FIG. 1 shows an example embodiment proximity sensor system. The system comprises a light emitter LE, driver circuit DC, light detector LD and a processing unit PU. These components can be arranged in a common module with dedicated chambers for the light emitter and the light detector (not shown). These chambers have apertures in order to emit light away from the module and detect light which is reflected back into the module. For example, the module is molded. Furthermore, the electronic components can be integrated into a common integrated circuit. Typically, the light emitter is electronically connected and mounted to the common integrated circuit but may also be integrated into the common integrated circuit. The processing unit may be an external component, e.g. a processor of a host device into which the proximity sensor system is integrated or operated with. Alternatively, the processing unit is also integrated into the common integrated circuit. The module is not shown in the drawing for easier representation only.

The light emitter LE can be a light emitting diode (LED), or a semiconductor laser diode (e.g. a vertical cavity surface emitting laser, referred to as a VCSEL). The emitter may be configured to emit infra-red light. This can be advantageous compared to visible light because it is not visible to a user. Furthermore, more than a single light emitter can be implemented, e.g. of different emission wavelengths and/or as an array of emitters. The light emitter LE may be referred to simply as an emitter.

The light detector LD, or optical detector, can be a photodiode or avalanche photodiode, although other optical detectors may be used. The detector may be configured to detect infra-red light and generate respective sensor signals. Furthermore, more than a single light detector can be implemented, e.g. for different detection wavelengths (channels) and/or as an array of detectors. The light detector may be referred to simply as a detector.

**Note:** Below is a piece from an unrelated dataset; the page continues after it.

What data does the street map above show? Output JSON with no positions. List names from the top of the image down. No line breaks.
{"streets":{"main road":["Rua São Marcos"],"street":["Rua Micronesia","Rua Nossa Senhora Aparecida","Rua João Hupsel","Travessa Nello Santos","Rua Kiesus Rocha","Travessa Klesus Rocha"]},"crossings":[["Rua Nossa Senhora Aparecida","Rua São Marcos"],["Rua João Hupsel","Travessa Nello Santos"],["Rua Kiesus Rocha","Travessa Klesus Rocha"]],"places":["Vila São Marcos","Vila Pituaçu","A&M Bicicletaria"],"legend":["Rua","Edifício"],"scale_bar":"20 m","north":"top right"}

The driver circuit DC drives the light emitter. For example, the driver circuit provides a programmable drive currents to the emitter. The drive currents can be applied for a defined period of time so that the light emitter emits a pulse of light with a defined pulse length and height. Furthermore, the driver circuit can be synchronized with the light detector to synchronize emission of light pulses with detection of reflected light pulses. Such synchronization may involve a time offset between emission and detection, which is set to account for a desired range of proximity targets, for example.

The processing unit PU has a number of functions related to operating the proximity sensor system. Basically, the processing unit receives the sensor signals from the detector LD and performs computational steps to conduct a signal processing thereof. The processing may involve some or all procedural steps of the proposed method of operating a proximity sensor system discussed in further detail below. The processing unit comprises a microcontroller, a computational unit, such as a processor or central processing unit, or the like. Furthermore, the processing unit can be synchronized with the driver circuit DC and/or issued synchronization signals to the driver circuit to synchronize emission and detection by means of the emitter and detector. Moreover, the processing unit can be configured to read out sensor signals.

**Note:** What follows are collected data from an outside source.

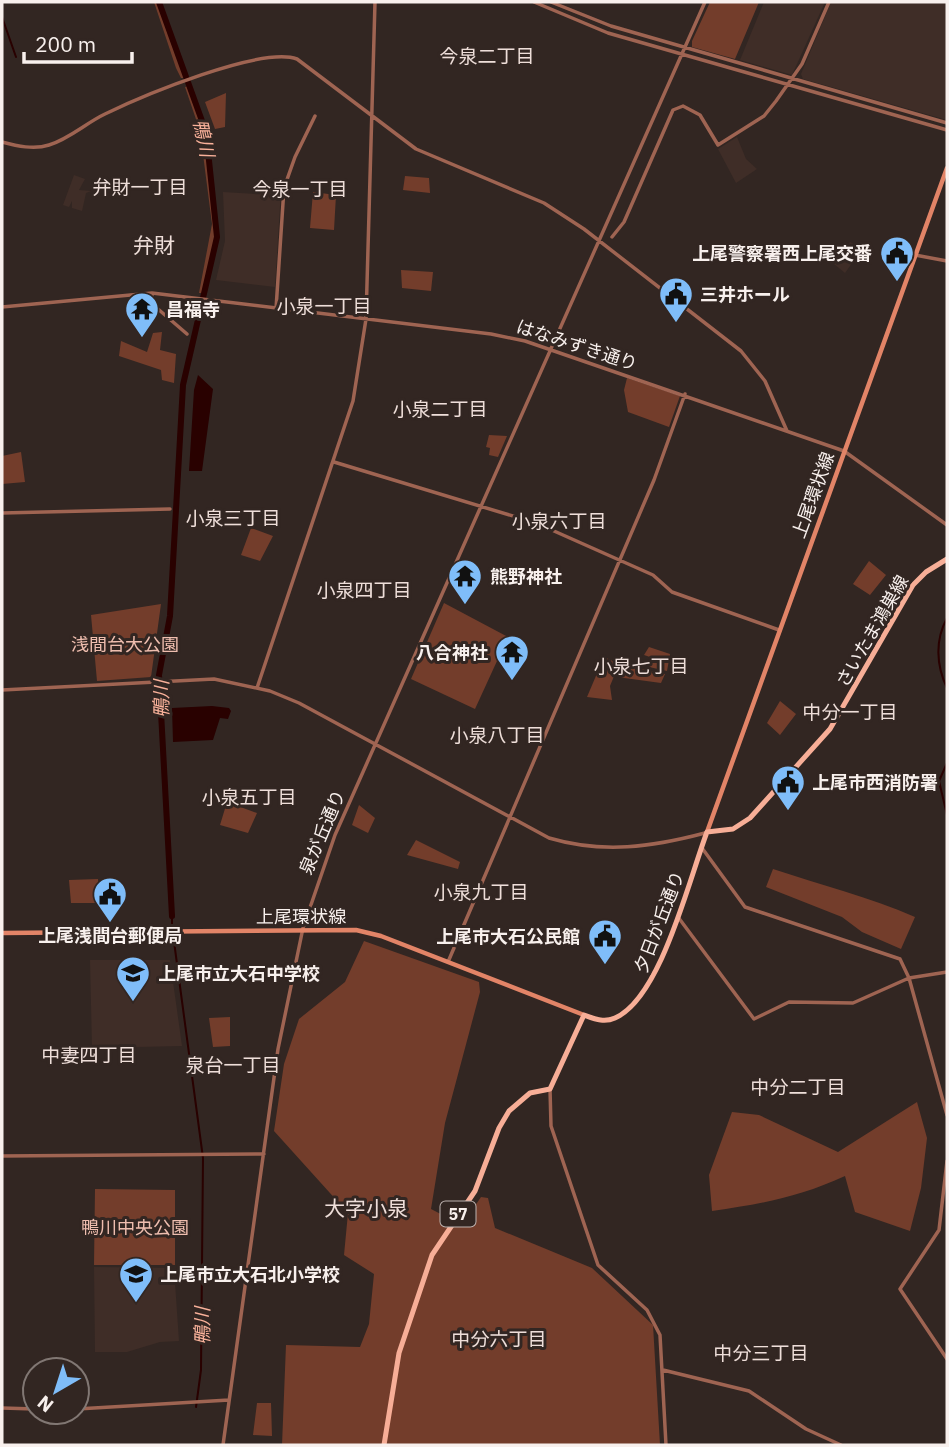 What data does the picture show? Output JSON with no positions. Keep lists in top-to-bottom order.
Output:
{
  "streets": {
    "main road": [
      "上尾環状線",
      "さいたま鴻巣線",
      "夕日が丘通り",
      "57"
    ],
    "street": ["はなみずき通り", "泉が丘通り"]
  },
  "crossings": [
    ["はなみずき通り", "上尾環状線"],
    ["はなみずき通り", "泉が丘通り"],
    ["上尾環状線", "さいたま鴻巣線"],
    ["上尾環状線", "泉が丘通り"],
    ["上尾環状線", "夕日が丘通り"],
    ["さいたま鴻巣線", "夕日が丘通り"]
  ],
  "districts": [
    "今泉二丁目",
    "弁財一丁目",
    "今泉一丁目",
    "弁財",
    "小泉一丁目",
    "小泉二丁目",
    "小泉三丁目",
    "小泉六丁目",
    "小泉四丁目",
    "小泉七丁目",
    "中分一丁目",
    "小泉八丁目",
    "小泉五丁目",
    "小泉九丁目",
    "中妻四丁目",
    "泉台一丁目",
    "中分二丁目",
    "大字小泉",
    "中分六丁目",
    "中分三丁目"
  ],
  "water": ["鴨川"],
  "parks": ["浅間台大公園", "鴨川中央公園"],
  "places": {
    "public building": [
      "上尾警察署西上尾交番",
      "三井ホール",
      "上尾市西消防署",
      "上尾浅間台郵便局",
      "上尾市大石公民館"
    ],
    "temple": ["昌福寺", "熊野神社", "八合神社"],
    "school or university": ["上尾市立大石中学校", "上尾市立大石北小学校"]
  },
  "scale_bar": "200 m",
  "north": "bottom left"
}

Further components (not shown) of the proximity sensor system may include analog-to-digital converters, signal amplifiers, communications interfaces, logic engines as well as additional sensor, such as ambient light sensors, ALS.

FIG. 2 shows an example signal scheme of a proximity sensor system. One processing step, which is conducted by the processing unit PU, relates to transforming sensor signals received from the detector into the frequency domain. In other words, the processing unit is configured to convert sensor signal into a representation in the frequency domain.

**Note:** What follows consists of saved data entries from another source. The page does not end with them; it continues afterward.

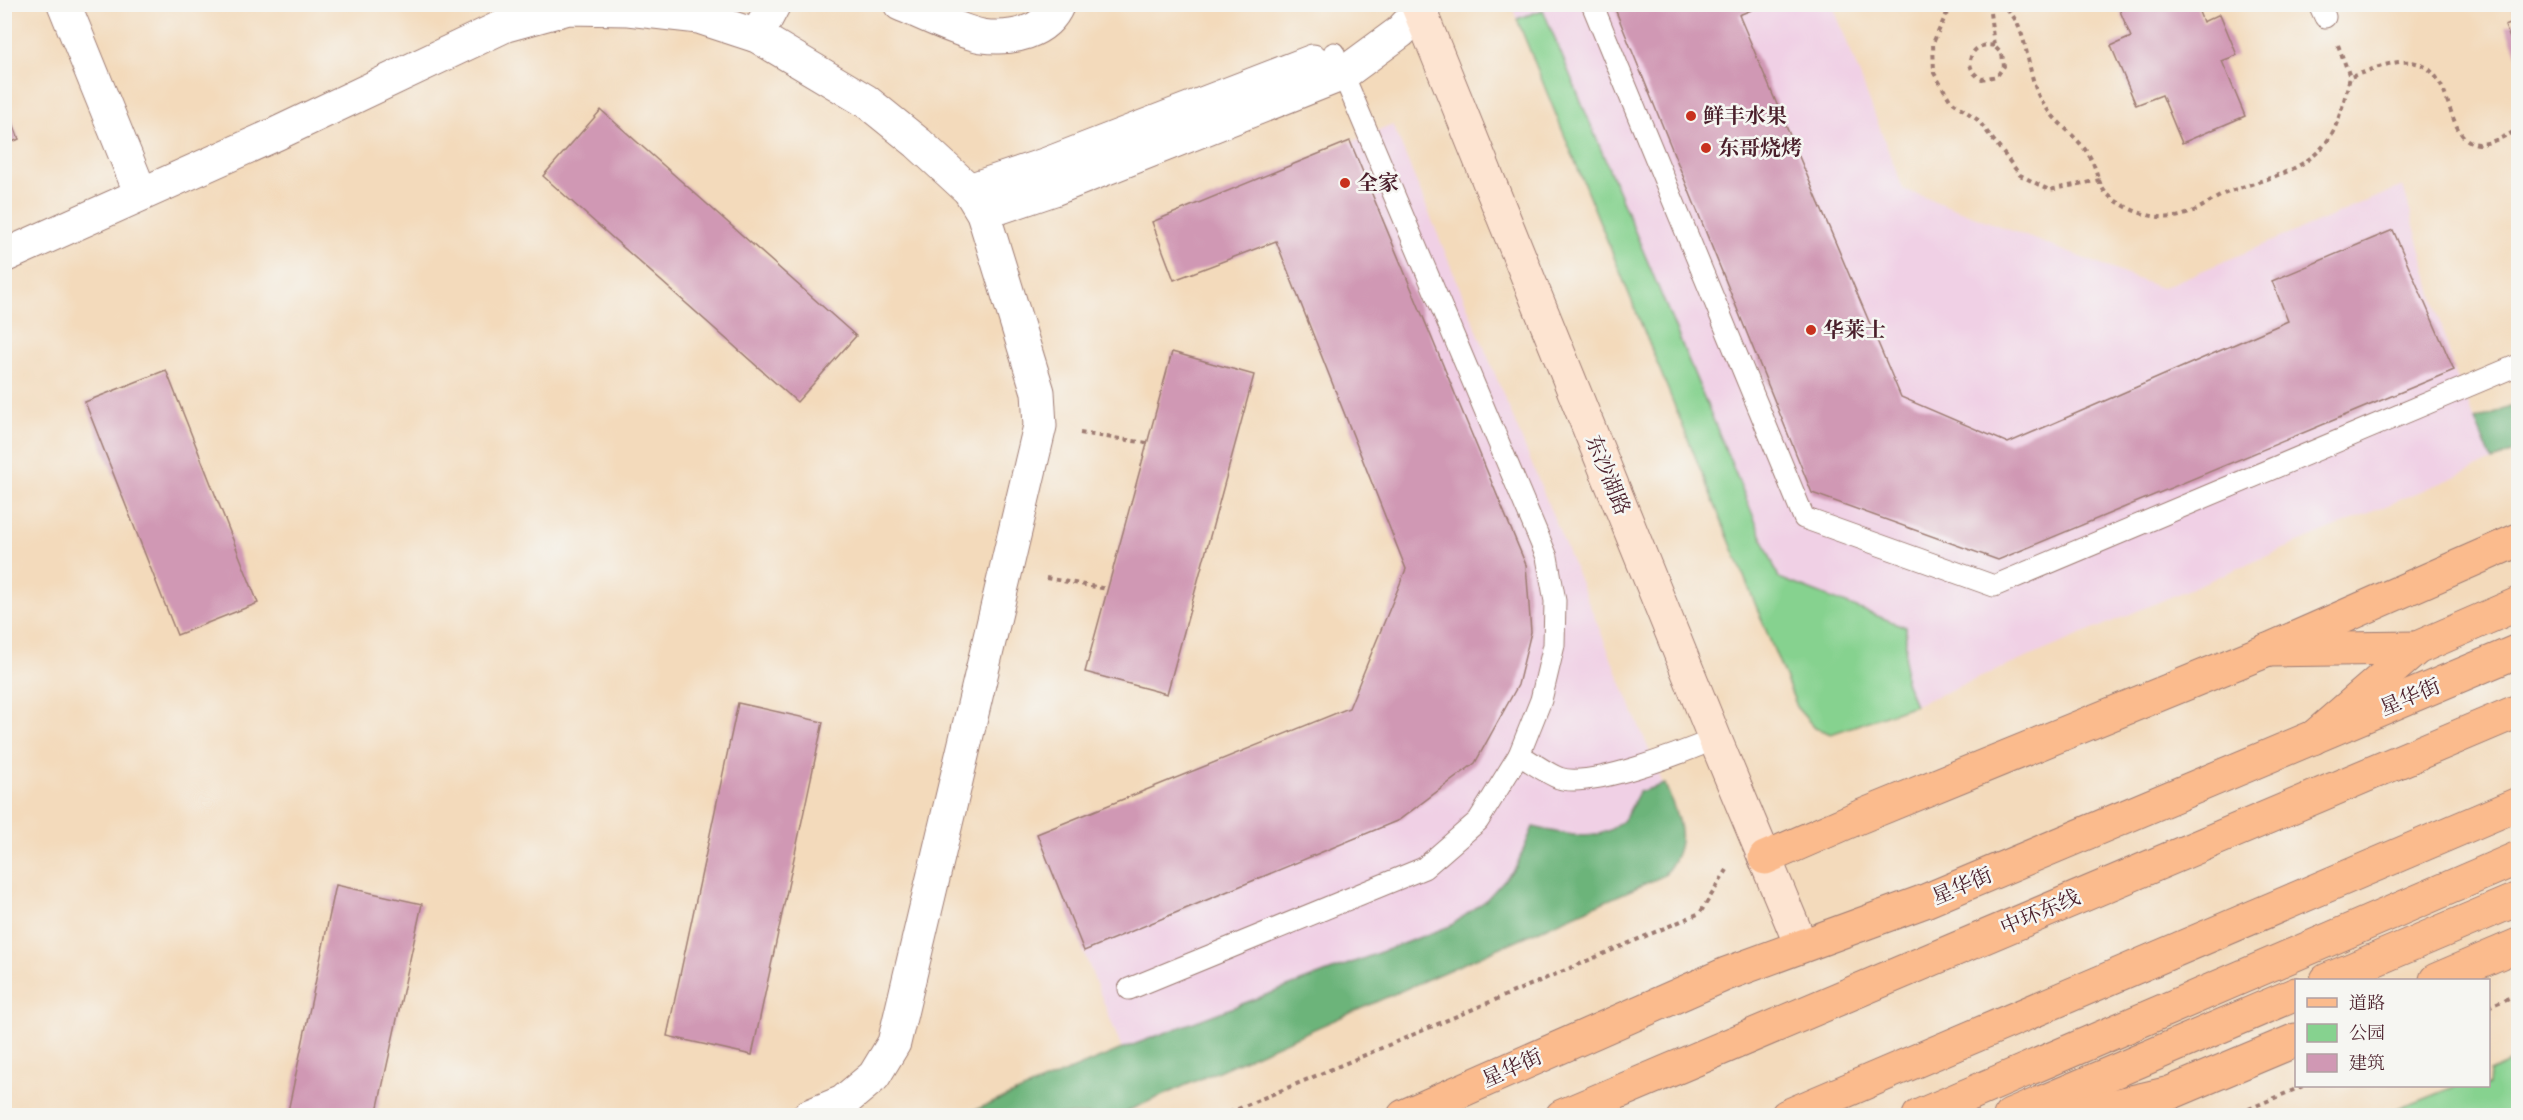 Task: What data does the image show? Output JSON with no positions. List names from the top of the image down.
{
  "streets": {
    "main road": ["东沙湖路", "星华街", "中环东线"]
  },
  "crossings": [
    ["东沙湖路", "星华街"]
  ],
  "places": [
    "鲜丰水果",
    "东哥烧烤",
    "全家",
    "华莱士"
  ],
  "legend": ["道路", "公园", "建筑"]
}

In the drawing, the upper graph shows a series of emitter pulses emitted by the emitter as a function of time. The series of emitter pulses constitutes a periodic function in time. Depicted is a sampling window comprising five pulses. The graph in the middle shows a sensor signal detected by the detector as a function of time. The sensor signal resemble the emitter pulses as they are reflected at the external target ET. Furthermore, the sensor signal is offset by an amount due to ambient light. A constant offset is assumed only for easier representation. The bottom graph shows an example proximity measurement cycle, which indicates an example sampling of the sensor signal.

As a first step, the sensor signal is sampled in order to perform a frequency transform. In this example, a coherent sampling is conducted by means of the processing unit. Coherent sampling describes the sampling of a periodic signal (here: sensor signal), where an integer number of its cycles fit into a predefined sampling window. In this example, five pulses are shown in the sampling window. Accordingly, five cycles fit into the sampling window. The sensor signal in the sampling window is sampled, i.e. an integer number of signal values are recorded as samples S. In this example, 10 samples 0, . . . , n=9 are recorded, which, in turn, are representative of the sensor signal in the sampling window. As a lower minimum a number of samples are recorded that fulfill the Nyquist criterion. Preferably, 2ⁿ coherent samples are recorded. The series of samples forms a sampled sensor signal. The set of samples forms the domain for the frequency transform function or algorithm.

FIG. 3 shows an example flowchart of a method of operating a proximity sensor system. As discussed above, as a first step the sensor signal (e.g., in a sampling window) is sampled. For example, coherent data sampling is applied with a defined pulse frequency from the emitter. This way, 2ⁿ coherent samples are recorded (zero padding is possible). The samples form a series of samples, which is denoted the sampled sensor signal.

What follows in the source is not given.